The folders in the collection comprise material of the peace movement in all its aspects. Campaigns, and groups and organisations cover such subjects as women and peace, youth and peace, education and peace, church and peace, doctors and peace, disarmament, arms trade, anti-militarism, war resistance and conscientious objection to military service, outlawry of war, European union, world federation, League of Nations, etc. Material concerning the peace movement before the First World War is rather limited. There are extensive folders about the annual world peace congresses, organised by the International Peace Bureau, notably about the 20th reunion, held in The Hague in August 1913, just before the opening of the Peace Palace (and which turned out to be the last such congress before the war). The collection also contains letters of leading personalities of the national and international peace movement such as Ernst Friedrich, the founder of the Anti-War Museum in Berlin in 1925, and Otto Lehmann-Russbueldt, author of a best-seller on the international arms industry , War for Profits (1930). Both had to flee Nazi-Germany. The collection contains much material about one of the most important Dutch peace activists of the 20th century, Rev. J. B. Th. Hugenholtz, including an extensive correspondence with Jacob ter Meulen. Hugenholtz was the founder and driving force of several radical peace organisations, such as the Foundation for National Peace Action, No More War Federation, Church and Peace, and the International Union of Antimilitarist Ministers and Clergymen. In his activism, he focused in particular on education and propaganda, and was closely involved in the creation of the Peace House in The Hague mentioned already. He even met with Albert Einstein in the latter’s summer house in Caputh, near Potsdam, in 1932 where he secured the latter’s support (For more details, see my chapter “Exhibiting Peace: Projects and Initiatives in The Netherlands (1900-1930s)”, pp. 143-157 in Ikuro Anzai, Joyce Apsel & Syed Sikander Mehdi, eds., Museums for Peace: Past, Present and Future.  Kyoto: Kyoto Museum for World Peace at Ritsumeikan University, 2008. This chapter is largely based on materials present in the Peace Movement Collection).
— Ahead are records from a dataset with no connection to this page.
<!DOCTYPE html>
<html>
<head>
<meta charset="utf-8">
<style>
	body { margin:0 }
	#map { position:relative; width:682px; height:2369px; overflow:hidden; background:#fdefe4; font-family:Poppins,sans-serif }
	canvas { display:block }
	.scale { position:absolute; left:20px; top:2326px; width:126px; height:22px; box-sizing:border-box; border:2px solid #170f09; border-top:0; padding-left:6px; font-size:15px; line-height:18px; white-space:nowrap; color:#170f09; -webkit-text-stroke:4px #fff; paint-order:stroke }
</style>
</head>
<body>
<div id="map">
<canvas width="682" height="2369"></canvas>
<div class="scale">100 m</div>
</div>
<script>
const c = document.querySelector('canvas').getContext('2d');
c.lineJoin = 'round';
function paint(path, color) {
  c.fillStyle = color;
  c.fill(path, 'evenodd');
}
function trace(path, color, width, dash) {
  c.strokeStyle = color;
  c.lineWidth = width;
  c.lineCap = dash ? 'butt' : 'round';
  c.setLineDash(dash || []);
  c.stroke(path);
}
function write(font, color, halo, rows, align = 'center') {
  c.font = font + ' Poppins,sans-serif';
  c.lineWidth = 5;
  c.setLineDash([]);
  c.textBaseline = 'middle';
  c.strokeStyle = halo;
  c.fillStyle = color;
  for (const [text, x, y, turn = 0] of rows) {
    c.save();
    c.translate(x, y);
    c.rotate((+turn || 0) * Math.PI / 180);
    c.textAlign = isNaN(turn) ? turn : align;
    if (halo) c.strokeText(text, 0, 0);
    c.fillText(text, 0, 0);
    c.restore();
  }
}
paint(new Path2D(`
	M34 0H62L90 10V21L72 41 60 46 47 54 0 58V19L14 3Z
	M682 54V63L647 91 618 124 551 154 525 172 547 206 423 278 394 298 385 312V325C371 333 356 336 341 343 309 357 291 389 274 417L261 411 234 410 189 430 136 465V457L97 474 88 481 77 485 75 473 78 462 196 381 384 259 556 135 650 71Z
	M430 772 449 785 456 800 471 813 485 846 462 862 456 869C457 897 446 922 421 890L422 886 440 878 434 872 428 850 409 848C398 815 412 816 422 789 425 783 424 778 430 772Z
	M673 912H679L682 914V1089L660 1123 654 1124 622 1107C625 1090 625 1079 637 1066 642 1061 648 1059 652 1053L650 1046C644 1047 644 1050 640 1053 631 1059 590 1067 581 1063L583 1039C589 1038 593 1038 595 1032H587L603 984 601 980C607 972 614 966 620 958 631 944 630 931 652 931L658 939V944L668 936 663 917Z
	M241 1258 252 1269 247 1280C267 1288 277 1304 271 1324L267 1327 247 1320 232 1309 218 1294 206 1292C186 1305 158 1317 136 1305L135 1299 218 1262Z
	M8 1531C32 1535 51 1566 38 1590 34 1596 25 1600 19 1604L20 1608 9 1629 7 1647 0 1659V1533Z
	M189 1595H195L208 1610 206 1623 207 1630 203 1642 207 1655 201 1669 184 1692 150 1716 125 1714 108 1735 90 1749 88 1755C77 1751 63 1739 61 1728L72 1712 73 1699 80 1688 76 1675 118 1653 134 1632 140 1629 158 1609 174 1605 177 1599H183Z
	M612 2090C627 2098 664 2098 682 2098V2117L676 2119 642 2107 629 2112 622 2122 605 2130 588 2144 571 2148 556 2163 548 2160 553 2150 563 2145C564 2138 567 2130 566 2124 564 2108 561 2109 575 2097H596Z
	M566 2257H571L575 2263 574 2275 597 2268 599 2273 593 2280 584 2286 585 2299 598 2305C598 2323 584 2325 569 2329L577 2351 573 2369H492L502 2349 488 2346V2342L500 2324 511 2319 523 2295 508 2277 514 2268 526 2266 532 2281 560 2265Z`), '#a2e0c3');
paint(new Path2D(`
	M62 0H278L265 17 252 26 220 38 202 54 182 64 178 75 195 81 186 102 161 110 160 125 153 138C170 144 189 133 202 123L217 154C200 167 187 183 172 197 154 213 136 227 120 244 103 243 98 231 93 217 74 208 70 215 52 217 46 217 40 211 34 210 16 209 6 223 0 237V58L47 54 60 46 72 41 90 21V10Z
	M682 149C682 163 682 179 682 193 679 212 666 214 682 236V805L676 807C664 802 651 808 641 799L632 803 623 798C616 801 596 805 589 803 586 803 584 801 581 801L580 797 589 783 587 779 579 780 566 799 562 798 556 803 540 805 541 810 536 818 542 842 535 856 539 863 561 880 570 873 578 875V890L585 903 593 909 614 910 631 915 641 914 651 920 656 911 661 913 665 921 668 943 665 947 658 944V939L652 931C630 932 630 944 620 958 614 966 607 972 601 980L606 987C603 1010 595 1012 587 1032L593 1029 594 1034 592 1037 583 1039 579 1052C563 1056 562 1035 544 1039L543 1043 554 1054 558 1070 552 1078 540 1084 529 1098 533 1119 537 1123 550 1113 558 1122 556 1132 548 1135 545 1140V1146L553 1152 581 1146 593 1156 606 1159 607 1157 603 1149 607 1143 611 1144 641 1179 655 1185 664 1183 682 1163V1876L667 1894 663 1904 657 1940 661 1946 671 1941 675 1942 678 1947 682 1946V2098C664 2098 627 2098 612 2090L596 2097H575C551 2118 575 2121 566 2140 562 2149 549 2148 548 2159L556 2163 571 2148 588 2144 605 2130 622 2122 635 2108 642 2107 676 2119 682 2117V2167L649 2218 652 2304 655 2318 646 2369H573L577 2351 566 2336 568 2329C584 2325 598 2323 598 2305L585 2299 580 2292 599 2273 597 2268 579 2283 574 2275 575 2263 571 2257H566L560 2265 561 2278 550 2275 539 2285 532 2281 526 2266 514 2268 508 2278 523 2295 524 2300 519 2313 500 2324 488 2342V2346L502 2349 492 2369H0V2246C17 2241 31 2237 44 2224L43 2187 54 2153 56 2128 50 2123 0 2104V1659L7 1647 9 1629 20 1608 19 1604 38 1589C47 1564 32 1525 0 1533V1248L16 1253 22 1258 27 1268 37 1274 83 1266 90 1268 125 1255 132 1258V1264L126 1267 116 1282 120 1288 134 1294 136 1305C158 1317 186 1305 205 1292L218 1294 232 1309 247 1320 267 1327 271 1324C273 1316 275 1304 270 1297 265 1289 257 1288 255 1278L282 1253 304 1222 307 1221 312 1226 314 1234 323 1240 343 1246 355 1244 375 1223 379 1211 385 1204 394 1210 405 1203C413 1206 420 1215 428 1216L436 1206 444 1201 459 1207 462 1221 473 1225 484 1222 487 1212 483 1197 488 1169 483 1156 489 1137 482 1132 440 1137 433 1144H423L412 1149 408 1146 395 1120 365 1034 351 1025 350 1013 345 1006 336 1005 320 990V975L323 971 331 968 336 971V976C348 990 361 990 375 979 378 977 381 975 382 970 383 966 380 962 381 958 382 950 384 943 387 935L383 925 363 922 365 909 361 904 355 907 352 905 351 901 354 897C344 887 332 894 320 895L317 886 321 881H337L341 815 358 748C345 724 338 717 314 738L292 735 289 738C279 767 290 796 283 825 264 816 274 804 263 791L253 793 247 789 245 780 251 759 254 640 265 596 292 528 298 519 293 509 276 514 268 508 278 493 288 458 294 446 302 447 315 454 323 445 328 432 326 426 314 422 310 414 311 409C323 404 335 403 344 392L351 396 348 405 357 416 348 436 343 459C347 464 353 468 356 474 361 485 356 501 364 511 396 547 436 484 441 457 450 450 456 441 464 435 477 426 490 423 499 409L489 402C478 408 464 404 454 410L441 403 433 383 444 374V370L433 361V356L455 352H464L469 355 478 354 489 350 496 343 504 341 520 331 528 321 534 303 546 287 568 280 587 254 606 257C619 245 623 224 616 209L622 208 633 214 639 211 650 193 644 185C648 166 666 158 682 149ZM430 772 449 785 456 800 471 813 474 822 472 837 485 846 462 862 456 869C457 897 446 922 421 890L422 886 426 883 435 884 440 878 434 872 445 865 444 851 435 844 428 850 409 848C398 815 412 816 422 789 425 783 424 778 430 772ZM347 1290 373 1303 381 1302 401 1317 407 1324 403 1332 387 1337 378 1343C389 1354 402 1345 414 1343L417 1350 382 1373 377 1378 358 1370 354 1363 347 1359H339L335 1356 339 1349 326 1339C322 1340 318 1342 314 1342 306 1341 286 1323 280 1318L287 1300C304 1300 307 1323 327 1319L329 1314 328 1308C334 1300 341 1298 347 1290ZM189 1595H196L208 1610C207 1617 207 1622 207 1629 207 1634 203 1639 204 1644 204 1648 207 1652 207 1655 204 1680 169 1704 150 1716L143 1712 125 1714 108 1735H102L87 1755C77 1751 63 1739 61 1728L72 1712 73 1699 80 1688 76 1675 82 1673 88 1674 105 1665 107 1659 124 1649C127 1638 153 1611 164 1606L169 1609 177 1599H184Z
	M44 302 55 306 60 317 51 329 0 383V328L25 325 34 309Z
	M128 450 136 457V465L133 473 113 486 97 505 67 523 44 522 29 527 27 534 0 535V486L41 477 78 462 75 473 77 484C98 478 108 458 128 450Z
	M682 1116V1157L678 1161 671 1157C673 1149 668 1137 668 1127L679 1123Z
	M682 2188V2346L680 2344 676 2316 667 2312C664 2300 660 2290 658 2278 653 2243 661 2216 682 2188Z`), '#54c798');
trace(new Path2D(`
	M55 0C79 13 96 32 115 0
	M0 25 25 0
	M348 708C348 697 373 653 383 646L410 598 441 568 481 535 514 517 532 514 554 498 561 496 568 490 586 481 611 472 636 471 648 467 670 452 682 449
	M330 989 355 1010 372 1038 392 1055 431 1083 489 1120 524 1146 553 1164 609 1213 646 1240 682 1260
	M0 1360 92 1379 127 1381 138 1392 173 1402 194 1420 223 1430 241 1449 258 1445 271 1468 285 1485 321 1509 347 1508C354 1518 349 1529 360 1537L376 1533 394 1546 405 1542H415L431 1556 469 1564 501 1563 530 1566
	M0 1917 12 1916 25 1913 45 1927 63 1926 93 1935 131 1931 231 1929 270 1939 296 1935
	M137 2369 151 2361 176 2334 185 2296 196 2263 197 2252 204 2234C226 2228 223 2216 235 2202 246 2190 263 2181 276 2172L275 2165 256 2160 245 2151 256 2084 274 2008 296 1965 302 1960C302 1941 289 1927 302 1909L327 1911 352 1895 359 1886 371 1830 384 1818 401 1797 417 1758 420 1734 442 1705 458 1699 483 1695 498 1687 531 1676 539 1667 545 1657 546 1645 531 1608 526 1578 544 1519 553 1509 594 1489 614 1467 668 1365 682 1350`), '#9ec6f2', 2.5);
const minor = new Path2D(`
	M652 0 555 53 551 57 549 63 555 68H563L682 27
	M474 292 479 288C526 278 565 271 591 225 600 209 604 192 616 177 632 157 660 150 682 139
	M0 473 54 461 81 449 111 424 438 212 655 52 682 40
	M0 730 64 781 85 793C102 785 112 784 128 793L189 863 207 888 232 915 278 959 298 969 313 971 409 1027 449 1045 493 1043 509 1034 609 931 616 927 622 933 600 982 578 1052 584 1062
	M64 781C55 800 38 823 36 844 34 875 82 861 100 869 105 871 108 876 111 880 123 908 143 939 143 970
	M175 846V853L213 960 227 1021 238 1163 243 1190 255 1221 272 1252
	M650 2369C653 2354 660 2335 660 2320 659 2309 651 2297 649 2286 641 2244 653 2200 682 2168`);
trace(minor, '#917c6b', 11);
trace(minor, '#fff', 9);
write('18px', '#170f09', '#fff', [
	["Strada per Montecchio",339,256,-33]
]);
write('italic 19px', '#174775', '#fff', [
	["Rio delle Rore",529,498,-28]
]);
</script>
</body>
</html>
Among the curiosities in the same Collection is the Catalogus van het Oorlogsmuseum van J. A. Wilton Van Reede te Goes – Holland (Catalogue of the War Museum of J. A. Wilton Van Reede in Goes, Rotterdam, 1929). The museum originated in the collection of war memorabilia that was started in 1916-1917 by the banker, J. A. Wilton Van Reede, so as to amuse his son who was ill. The museum, comprising four rooms in his large house, was opened to the public in 1918. A prominent visitor, ten years later, was Prince Henrik of The Netherlands, the consort of Queen Wilhelmina. He arranged for the museum to be housed in the headquarters of the Dutch Red Cross in The Hague. In the introduction to the catalogue, Wilton Van Reede explained the significance of the museum: “It is my ardent desire that everyone who reads this, and everyone who visits my museum, will turn against war as much as I have, and will strive for the promotion of peace; then my aim will have been reached”. Some ten years later, the contents of the museum were moved to the Royal Art Galleries Kleykamp, opposite the Peace Palace. The collection was auctioned on this very day in November 1939, 75 years ago. A copy of the auction catalogue is also present in the Peace Movement Collection.

For peace historians and anyone interested in the origins and evolution of the peace idea and the peace movement, the library and Peace Movement Collection of the Peace Palace are a very rich source of information – and inspiration. When we commemorate the centenary of the First World War, it is important not to overlook the ideas and efforts of those who wanted to prevent this war, and who laboured to abolish all war. The work of the legal institutions for which the Peace Palace provides a home, together with that of the numerous other international institutions elsewhere in the city working for peace and justice, continue to bring nearer the great ideal of a world of peace and justice.